DIRECTIONS FOR THIS TASK: Tally the lines of the records that contain the string "padding", then give the total and nothing more.

EXERCISE DATA:
○ ○ ○ ○ ○ ○ ○
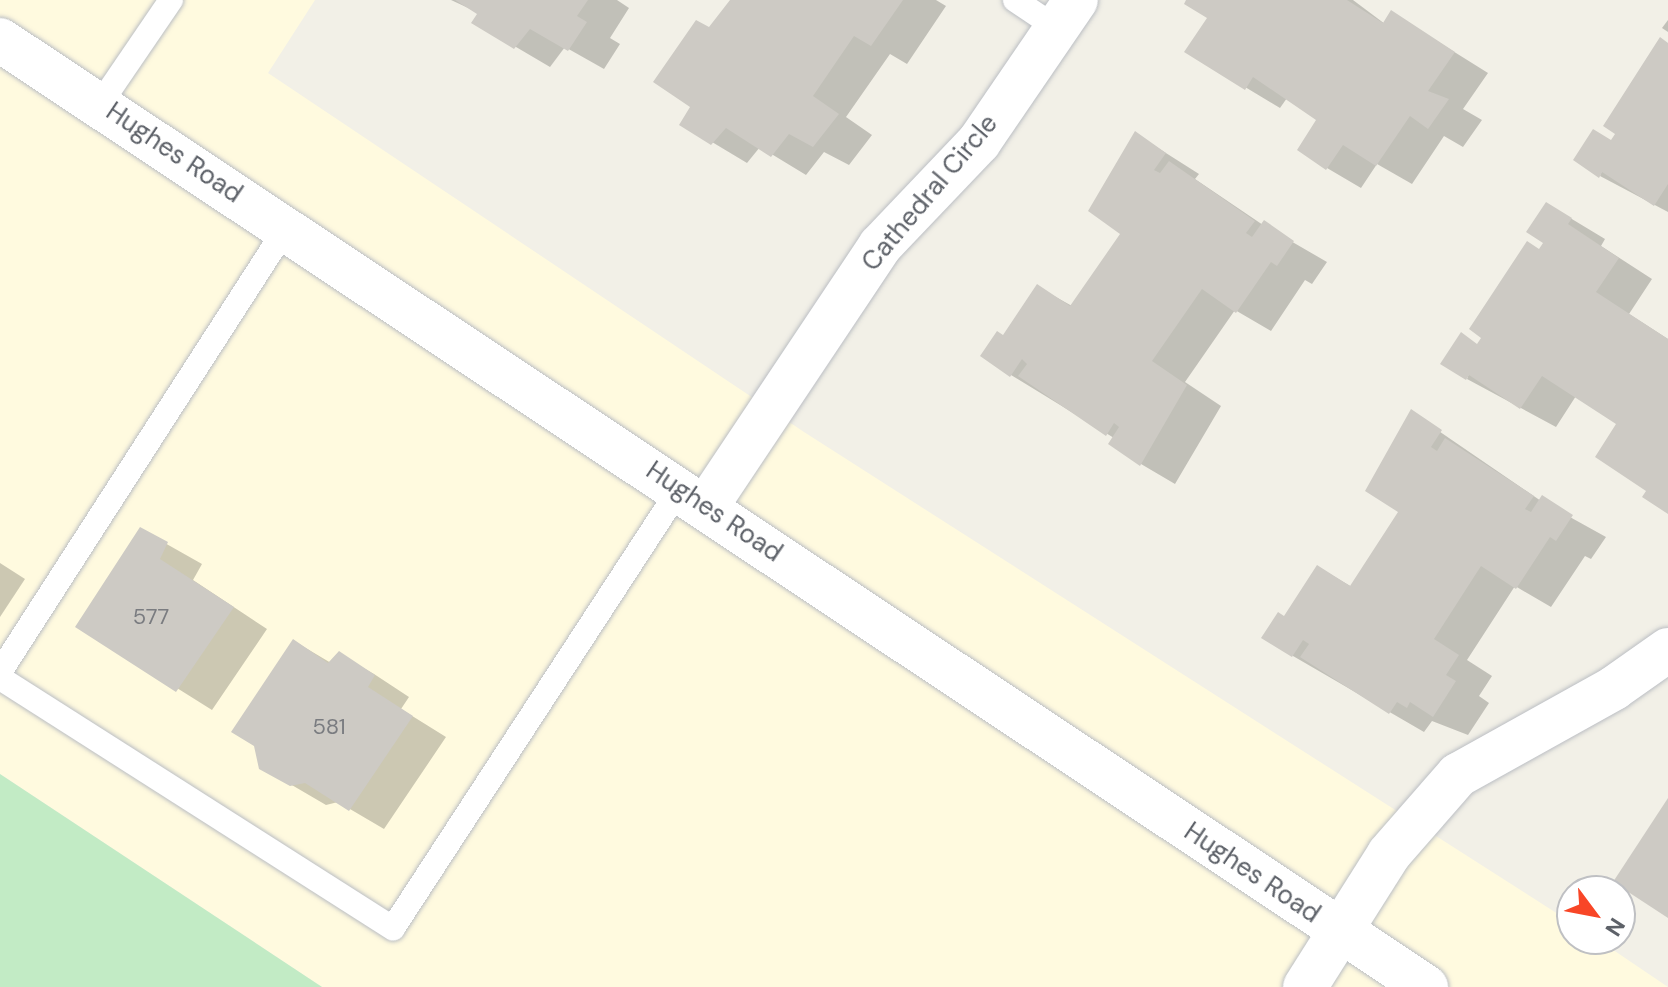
<!DOCTYPE html>
<style>
body{margin:0}
#map{position:relative;width:1668px;height:987px;overflow:hidden;background:#f2f0e7;font-family:"DM Sans",sans-serif}
div>[style]{position:absolute}
[style*='--x']{left:calc(var(--x)*1px);top:calc(var(--y)*1px);width:calc(var(--w)*1px);rotate:calc(var(--a)*1deg)}
.commercial>*{inset:0;background:#fffadf}
.green>*{inset:0;background:#c2ebc5}
.shadow>*{inset:0;background:#0003}
.building>*{inset:0;background:#cdcac4}
.roads{filter:drop-shadow(0 0 2px #bbbec3) drop-shadow(0 0 2px #bbbec3)}
.lane>*{height:24px;margin:-12px;padding:0 12px;transform-origin:12px;border-radius:12px;background:#fff}
.street>*{height:44px;margin:-22px;padding:0 22px;transform-origin:22px;border-radius:22px;background:#fff}
.secondary>*{height:44px;margin:-22px;padding:0 22px;transform-origin:22px;border-radius:22px;background:#fff}
span{translate:-50% -50%;white-space:nowrap;text-align:center;line-height:1.15;-webkit-text-stroke:7px #fff;paint-order:stroke}
.number-label{font-size:22px;color:#7a7c80}
.number-label span{-webkit-text-stroke-width:0}
.street-label{font-size:26px;color:#5e6269}
.north{position:absolute;left:1556px;top:875px;width:80px;height:80px;box-sizing:border-box;background:#fff;border:2px solid #bfc0c3;border-radius:50%;rotate:122deg;font-size:22px;font-weight:700;line-height:32px;text-align:center;color:#5e6269}
.north::after{content:'';display:block;margin:auto;width:28px;height:36px;background:#f84627;clip-path:polygon(50% 0,100% 100%,50% 72%,0 100%)}
</style>
<div id="map">
<div class="commercial">
<i style="clip-path:polygon(0 0,315px 0,268px 73px,804px 432px,1572px 923px,1572px 939px,1597px 939px,1668px 987px,322px 987px,0 774px)"></i>
</div>
<div class="green">
<i style="clip-path:polygon(0 774px,322px 987px,0 987px)"></i>
</div>
<div class="shadow">
<i style="clip-path:polygon(451px 0,617px 0,629px 8px,610px 38px,620px 44px,604px 69px,565px 47px,550px 67px,474px 22px,479px 13px)"></i>
<i style="clip-path:polygon(732px 0,936px 0,946px 6px,907px 64px,890px 54px,846px 117px,872px 135px,849px 165px,824px 152px,806px 175px,760px 147px,747px 163px,682px 124px,693px 106px,710px 30px)"></i>
<i style="clip-path:polygon(1189px 0,1353px 0,1385px 24px,1392px 13px,1488px 73px,1463px 109px,1482px 120px,1463px 147px,1444px 136px,1412px 184px,1377px 164px,1361px 188px,1327px 168px,1319px 120px,1287px 98px,1280px 108px,1187px 52px,1210px 18px)"></i>
<i style="clip-path:polygon(1668px 20px,1668px 32px,1662px 28px)"></i>
<i style="clip-path:polygon(1668px 45px,1668px 212px,1600px 176px,1612px 142px)"></i>
<i style="clip-path:polygon(1136px 134px,1199px 174px,1195px 179px,1263px 225px,1327px 262px,1312px 284px,1305px 280px,1271px 331px,1235px 310px,1185px 382px,1221px 406px,1175px 484px,1141px 464px,1114px 438px,1011px 375px,1004px 337px,1038px 287px,1072px 306px,1122px 233px)"></i>
<i style="clip-path:polygon(1547px 204px,1605px 239px,1601px 246px,1652px 279px,1629px 314px,1668px 339px,1668px 511px,1619px 424px,1576px 396px,1556px 427px,1467px 379px,1479px 345px,1546px 242px)"></i>
<i style="clip-path:polygon(1411px 412px,1541px 501px,1606px 537px,1591px 559px,1585px 556px,1551px 607px,1515px 586px,1467px 660px,1492px 676px,1479px 696px,1489px 703px,1468px 735px,1432px 721px,1424px 732px,1293px 656px,1285px 619px,1318px 567px,1352px 587px,1401px 511px)"></i>
<i style="clip-path:polygon(140px 529px,202px 564px,193px 580px,267px 629px,212px 710px,78px 626px)"></i>
<i style="clip-path:polygon(0 563px,25px 579px,0 617px)"></i>
<i style="clip-path:polygon(294px 641px,331px 663px,339px 654px,374px 674px,409px 697px,401px 709px,446px 737px,384px 829px,338px 802px,326px 805px,261px 767px)"></i>
</div>
<div class="building">
<i style="clip-path:polygon(455px 0,588px 0,577px 16px,587px 22px,568px 51px,530px 29px,514px 49px,471px 23px,477px 14px)"></i>
<i style="clip-path:polygon(730px 0,903px 0,871px 46px,854px 36px,813px 96px,839px 114px,813px 147px,789px 134px,771px 157px,726px 128px,711px 145px,679px 125px,690px 107px,653px 82px,696px 20px,709px 27px)"></i>
<i style="clip-path:polygon(1186px 0,1347px 0,1383px 23px,1391px 10px,1455px 52px,1428px 91px,1449px 99px,1428px 129px,1410px 116px,1376px 166px,1343px 145px,1326px 170px,1297px 150px,1316px 120px,1253px 77px,1245px 90px,1184px 52px,1207px 18px,1184px 4px)"></i>
<i style="clip-path:polygon(1660px 37px,1668px 43px,1668px 184px,1654px 206px,1602px 172px,1599px 178px,1573px 160px,1593px 129px,1611px 140px,1615px 134px,1603px 126px)"></i>
<i style="clip-path:polygon(1135px 131px,1166px 153px,1154px 170px,1160px 173px,1169px 161px,1255px 221px,1246px 233px,1252px 237px,1264px 220px,1294px 241px,1277px 266px,1271px 262px,1236px 313px,1202px 289px,1152px 361px,1187px 385px,1140px 466px,1108px 444px,1119px 427px,1114px 423px,1106px 436px,1018px 376px,1027px 364px,1022px 359px,1010px 377px,980px 356px,997px 331px,1003px 335px,1037px 284px,1070px 306px,1120px 234px,1088px 211px)"></i>
<i style="clip-path:polygon(1546px 202px,1572px 218px,1568px 224px,1619px 258px,1596px 292px,1668px 339px,1668px 514px,1642px 497px,1646px 491px,1595px 457px,1616px 424px,1542px 376px,1520px 409px,1469px 375px,1466px 380px,1440px 364px,1461px 332px,1477px 344px,1481px 338px,1469px 329px,1527px 241px,1539px 249px,1543px 243px,1526px 232px)"></i>
<i style="clip-path:polygon(1411px 409px,1442px 430px,1431px 447px,1437px 451px,1445px 438px,1534px 496px,1525px 509px,1531px 512px,1542px 495px,1573px 515px,1556px 541px,1550px 537px,1516px 589px,1481px 566px,1434px 639px,1459px 655px,1446px 675px,1456px 681px,1433px 717px,1410px 702px,1407px 708px,1397px 702px,1389px 714px,1300px 657px,1309px 644px,1303px 640px,1292px 657px,1261px 638px,1278px 612px,1284px 616px,1317px 565px,1350px 586px,1398px 512px,1365px 491px)"></i>
<i style="clip-path:polygon(140px 527px,168px 542px,160px 559px,234px 607px,176px 692px,75px 627px)"></i>
<i style="clip-path:polygon(293px 639px,328px 663px,339px 651px,375px 675px,368px 687px,413px 716px,349px 811px,305px 783px,290px 786px,259px 769px,254px 746px,231px 732px)"></i>
<i style="clip-path:polygon(1668px 798px,1668px 918px,1613px 882px)"></i>
</div>
<div class="roads">
<div class="lane">
<i style="--x:1015;--y:0;--w:50;--a:33.7"></i>
<i style="--x:100;--y:104;--w:126;--a:-55.7"></i>
<i style="--x:0;--y:672;--w:528;--a:-57.21"></i>
<i style="--x:0;--y:678;--w:466;--a:32.5"></i>
<i style="--x:393;--y:928;--w:525;--a:-56.88"></i>
</div>
<div class="street">
<i style="--x:706;--y:507;--w:314;--a:-56.3"></i>
<i style="--x:880;--y:246;--w:144;--a:-46.4"></i>
<i style="--x:979;--y:142;--w:172;--a:-55.7"></i>
<i style="--x:1305;--y:987;--w:157;--a:-57.7"></i>
<i style="--x:1389;--y:854;--w:105;--a:-48.9"></i>
<i style="--x:1458;--y:775;--w:179;--a:-29.1"></i>
<i style="--x:1614;--y:688;--w:66;--a:-35.1"></i>
</div>
<div class="secondary">
<i style="--x:0;--y:40;--w:1712;--a:33.59"></i>
</div>
</div>
<div class="number-label">
<span style="left:151px;top:617px">577</span>
<span style="left:329px;top:727px">581</span>
</div>
<div class="street-label">
<span style="left:174px;top:153px;rotate:34deg">Hughes Road</span>
<span style="left:930px;top:193px;rotate:-50deg">Cathedral Circle</span>
<span style="left:714px;top:512px;rotate:34deg">Hughes Road</span>
<span style="left:1252px;top:873px;rotate:34deg">Hughes Road</span>
</div>
<div class="north">N</div>
</div>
○ ○ ○ ○ ○ ○ ○
YOUR RESPONSE: 3